Nothing after the line with "Transcribe the names" belongs in the copy; extract the lines below from the top through that line, pictures left out.

• • • •

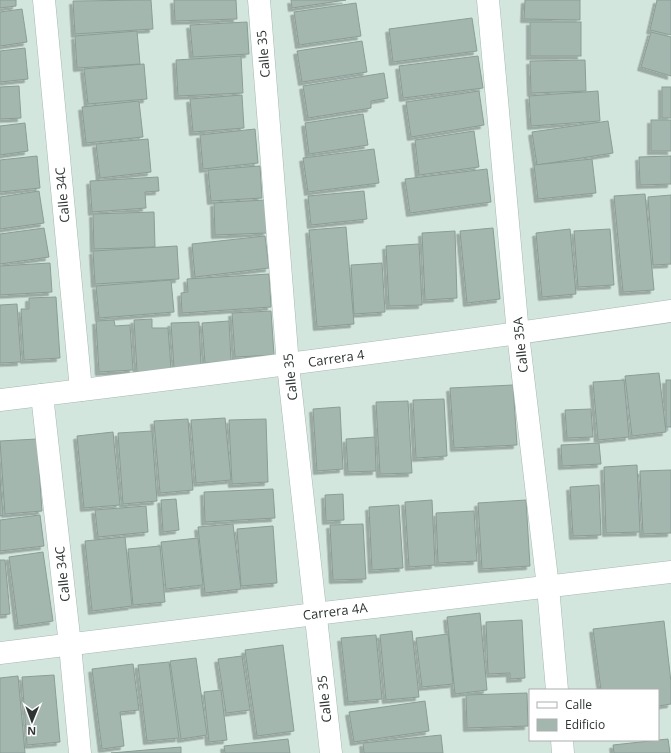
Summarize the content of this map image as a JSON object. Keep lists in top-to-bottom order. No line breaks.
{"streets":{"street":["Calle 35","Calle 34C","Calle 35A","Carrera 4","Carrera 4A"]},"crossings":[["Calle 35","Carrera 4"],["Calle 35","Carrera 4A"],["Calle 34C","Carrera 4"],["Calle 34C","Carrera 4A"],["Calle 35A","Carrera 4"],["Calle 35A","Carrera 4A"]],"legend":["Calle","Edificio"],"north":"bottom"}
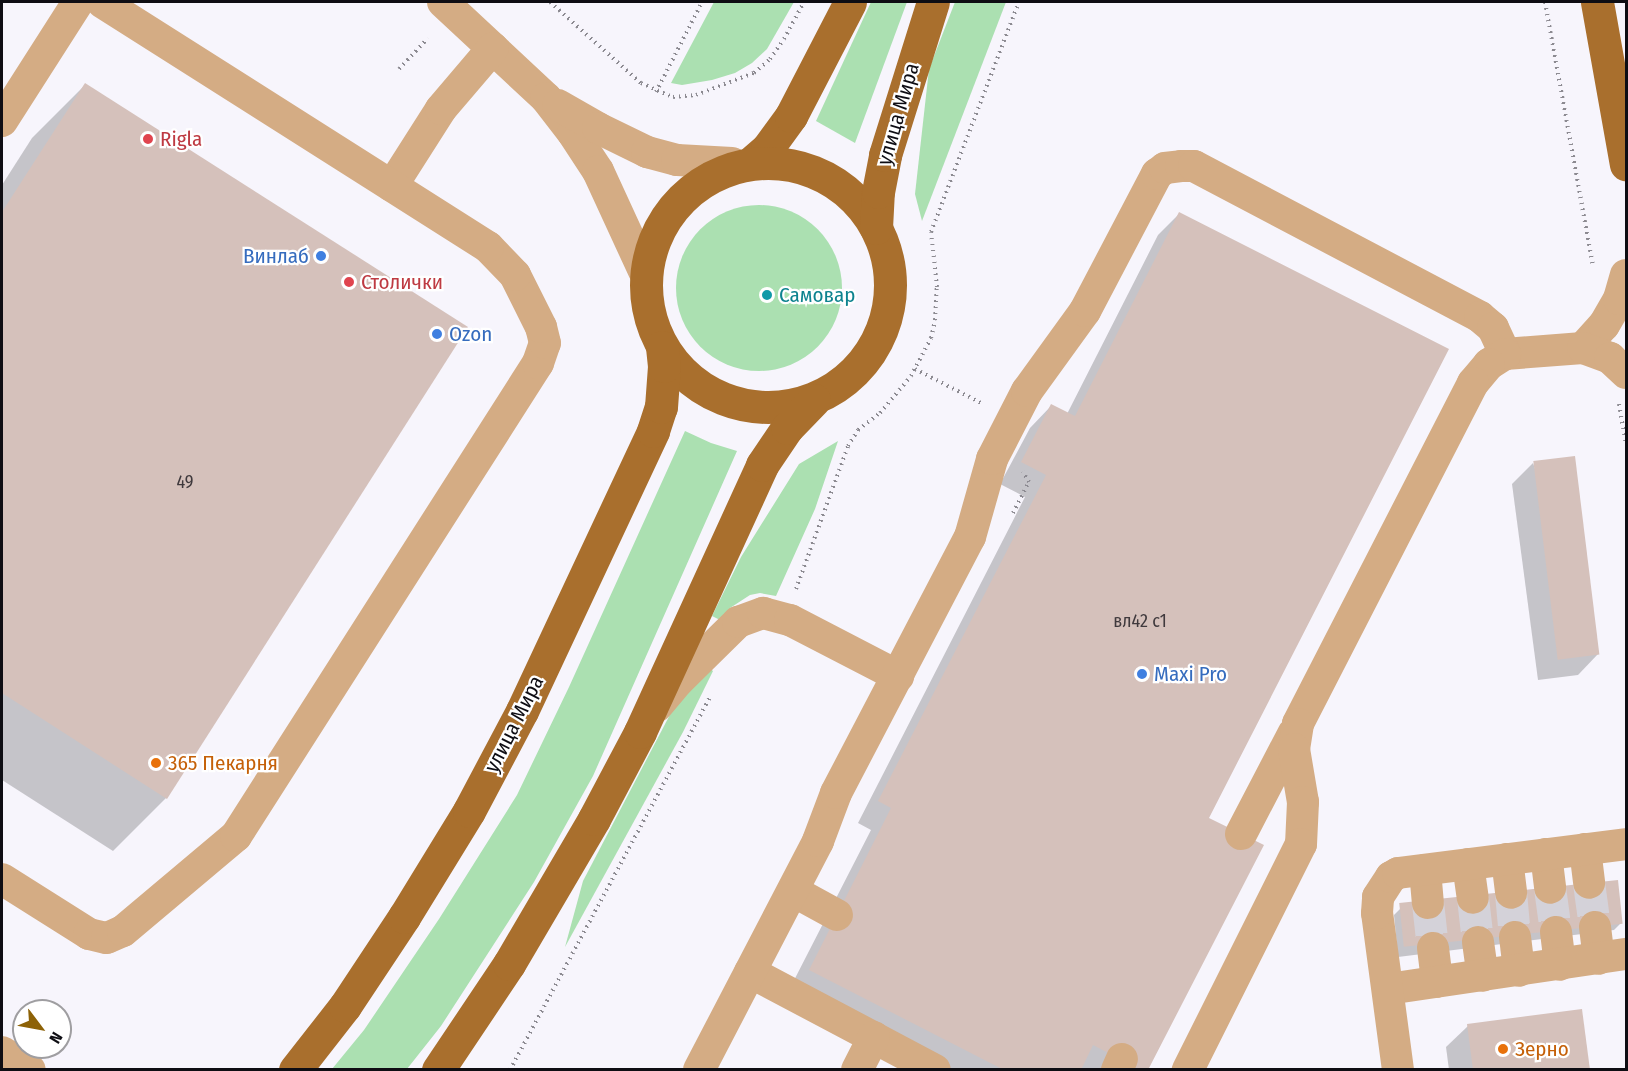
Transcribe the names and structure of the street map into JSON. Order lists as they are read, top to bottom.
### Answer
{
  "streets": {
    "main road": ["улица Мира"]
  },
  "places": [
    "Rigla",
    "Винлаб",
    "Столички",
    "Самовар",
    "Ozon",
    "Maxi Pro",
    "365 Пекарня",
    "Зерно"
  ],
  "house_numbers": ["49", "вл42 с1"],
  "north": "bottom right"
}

• • • •

__RESULT OF THE EXERCISE__:
Summarize the content of this map image as a JSON object. Keep lists in top-to-bottom order. No line breaks.
{"streets":{"street":["Calle 35","Calle 34C","Calle 35A","Carrera 4","Carrera 4A"]},"crossings":[["Calle 35","Carrera 4"],["Calle 35","Carrera 4A"],["Calle 34C","Carrera 4"],["Calle 34C","Carrera 4A"],["Calle 35A","Carrera 4"],["Calle 35A","Carrera 4A"]],"legend":["Calle","Edificio"],"north":"bottom"}
Transcribe the names and structure of the street map into JSON. Order lists as they are read, top to bottom.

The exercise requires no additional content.